Divorce arbitration is the next tier down the scale, and the last option before taking the case to court. It’s much different than either mediation or collaborative divorce, but still has some advantages over courtroom litigation.

What is divorce arbitration?

When couples are unable to work out their differences but still want to avoid the hassle of taking the case to court, they may choose to have an independent arbitrator decide these issues for them. Arbitration usually emerges out of collaborative divorce when couples have reached a standstill and aren’t able to come to a compromise.
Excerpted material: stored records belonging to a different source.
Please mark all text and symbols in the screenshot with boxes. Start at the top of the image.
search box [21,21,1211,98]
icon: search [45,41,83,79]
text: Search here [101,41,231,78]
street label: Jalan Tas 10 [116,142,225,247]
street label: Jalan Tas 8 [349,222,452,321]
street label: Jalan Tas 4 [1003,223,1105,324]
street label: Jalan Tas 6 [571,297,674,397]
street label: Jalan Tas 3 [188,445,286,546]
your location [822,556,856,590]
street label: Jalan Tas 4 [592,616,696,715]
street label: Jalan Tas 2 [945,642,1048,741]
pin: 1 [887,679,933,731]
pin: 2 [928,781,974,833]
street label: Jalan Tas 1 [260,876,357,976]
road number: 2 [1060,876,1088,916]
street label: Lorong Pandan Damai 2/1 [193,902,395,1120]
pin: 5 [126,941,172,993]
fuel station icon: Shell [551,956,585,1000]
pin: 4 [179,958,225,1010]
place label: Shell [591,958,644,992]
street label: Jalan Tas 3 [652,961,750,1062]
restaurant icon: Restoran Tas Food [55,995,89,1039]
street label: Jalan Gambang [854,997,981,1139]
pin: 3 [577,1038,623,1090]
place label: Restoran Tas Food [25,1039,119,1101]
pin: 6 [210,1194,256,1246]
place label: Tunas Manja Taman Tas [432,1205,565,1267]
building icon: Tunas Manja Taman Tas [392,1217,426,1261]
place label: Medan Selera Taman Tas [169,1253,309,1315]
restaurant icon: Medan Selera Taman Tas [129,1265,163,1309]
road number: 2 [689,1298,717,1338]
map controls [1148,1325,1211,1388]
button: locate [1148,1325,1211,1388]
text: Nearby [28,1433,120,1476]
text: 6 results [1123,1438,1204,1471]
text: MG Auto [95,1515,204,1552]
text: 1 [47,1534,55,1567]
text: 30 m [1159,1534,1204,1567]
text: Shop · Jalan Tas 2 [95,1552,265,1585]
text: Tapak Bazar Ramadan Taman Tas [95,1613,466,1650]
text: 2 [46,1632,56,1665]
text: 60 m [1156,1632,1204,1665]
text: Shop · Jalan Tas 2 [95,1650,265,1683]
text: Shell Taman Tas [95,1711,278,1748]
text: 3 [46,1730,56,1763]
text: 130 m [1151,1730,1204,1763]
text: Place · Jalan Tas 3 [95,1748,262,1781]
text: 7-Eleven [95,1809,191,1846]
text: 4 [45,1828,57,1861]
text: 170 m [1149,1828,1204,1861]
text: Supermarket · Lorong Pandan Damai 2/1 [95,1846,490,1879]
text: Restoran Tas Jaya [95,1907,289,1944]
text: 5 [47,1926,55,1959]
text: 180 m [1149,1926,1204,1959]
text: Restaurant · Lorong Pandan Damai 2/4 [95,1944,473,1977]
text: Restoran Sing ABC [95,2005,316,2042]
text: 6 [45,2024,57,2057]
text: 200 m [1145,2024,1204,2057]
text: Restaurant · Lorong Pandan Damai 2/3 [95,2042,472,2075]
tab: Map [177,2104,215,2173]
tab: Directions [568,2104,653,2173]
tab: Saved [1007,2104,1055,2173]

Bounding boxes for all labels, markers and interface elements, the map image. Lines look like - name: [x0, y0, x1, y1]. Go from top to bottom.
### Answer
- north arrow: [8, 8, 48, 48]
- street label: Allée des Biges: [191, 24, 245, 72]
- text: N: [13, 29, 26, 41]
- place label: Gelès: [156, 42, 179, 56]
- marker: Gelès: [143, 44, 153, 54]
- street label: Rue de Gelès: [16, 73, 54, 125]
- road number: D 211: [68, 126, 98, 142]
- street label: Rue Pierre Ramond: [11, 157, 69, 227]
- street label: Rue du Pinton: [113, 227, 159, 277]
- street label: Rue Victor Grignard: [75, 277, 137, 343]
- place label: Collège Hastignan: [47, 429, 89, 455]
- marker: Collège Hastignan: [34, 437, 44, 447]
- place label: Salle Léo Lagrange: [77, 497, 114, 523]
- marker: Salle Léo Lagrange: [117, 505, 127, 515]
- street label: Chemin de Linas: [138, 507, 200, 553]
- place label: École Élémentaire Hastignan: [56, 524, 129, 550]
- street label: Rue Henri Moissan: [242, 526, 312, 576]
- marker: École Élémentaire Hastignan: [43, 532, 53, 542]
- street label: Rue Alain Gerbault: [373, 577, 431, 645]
Arbitrators may be asked to rule on the entire case, or they may simply make decisions in areas you can’t resolve, such as child custody or housing issues. If you’ve come to an agreement on 8 other factors, but can’t agree on the last two, you will submit this agreement to the arbitrator, and like a judge, he or she is not going to stir the pot of issues already settled. It may even be possible to set forth guidelines that the arbitrator should follow in making her decisions. Usually each party agrees to a particular arbitrator chosen from a list; other states may require each party to submit a list, and then a judge chooses.

The arbitration process

Once an arbitrator is chosen, a date will be set for the arbitration. Both you and your lawyer will get together with your ex and his lawyer in a big conference room. Each of you will make your case in front of the arbitrator, just as if you were arguing your case to a judge in a courtroom. The arbitrator listens to both sides and will ask questions, consider the case, and then issue a decision. This usually doesn’t come on the same day; you’ll leave the conference room and then will be informed of the decision via certified mail. Once the arbitrator issues his or her decision, the divorce is finalized.

What are the qualifications of divorce arbitrators?

Divorce arbitrators are like mediators in that they are not required to be lawyers, yet the vast majority of divorce arbitrators are either matrimonial lawyers or former judges who are familiar with divorce law.

The benefits of divorce arbitration

Because arbitration settles issues without involving the courts, it still keeps details of the divorce private. Essentially, it’s like a court decision without the court.

The drawbacks of divorce arbitration

Decisions made by the arbitrator cannot be appealed, so you’re stuck with their rulings, for better or worse. You’ll have to decide how much this inflexibility matters to you. If you go to court and lose, the chances of a successful appeal aren’t real high anyway, usually no more than 5% at best, but at least you have one more option to try. You’ll have to decide whether this small benefit is worth taking the case to court.

Other considerations:

The divorce arbitrator is not paid by the state, so you’ll have to decide how to pay for the arbitration between you. It’s an additional cost on top of lawyer costs.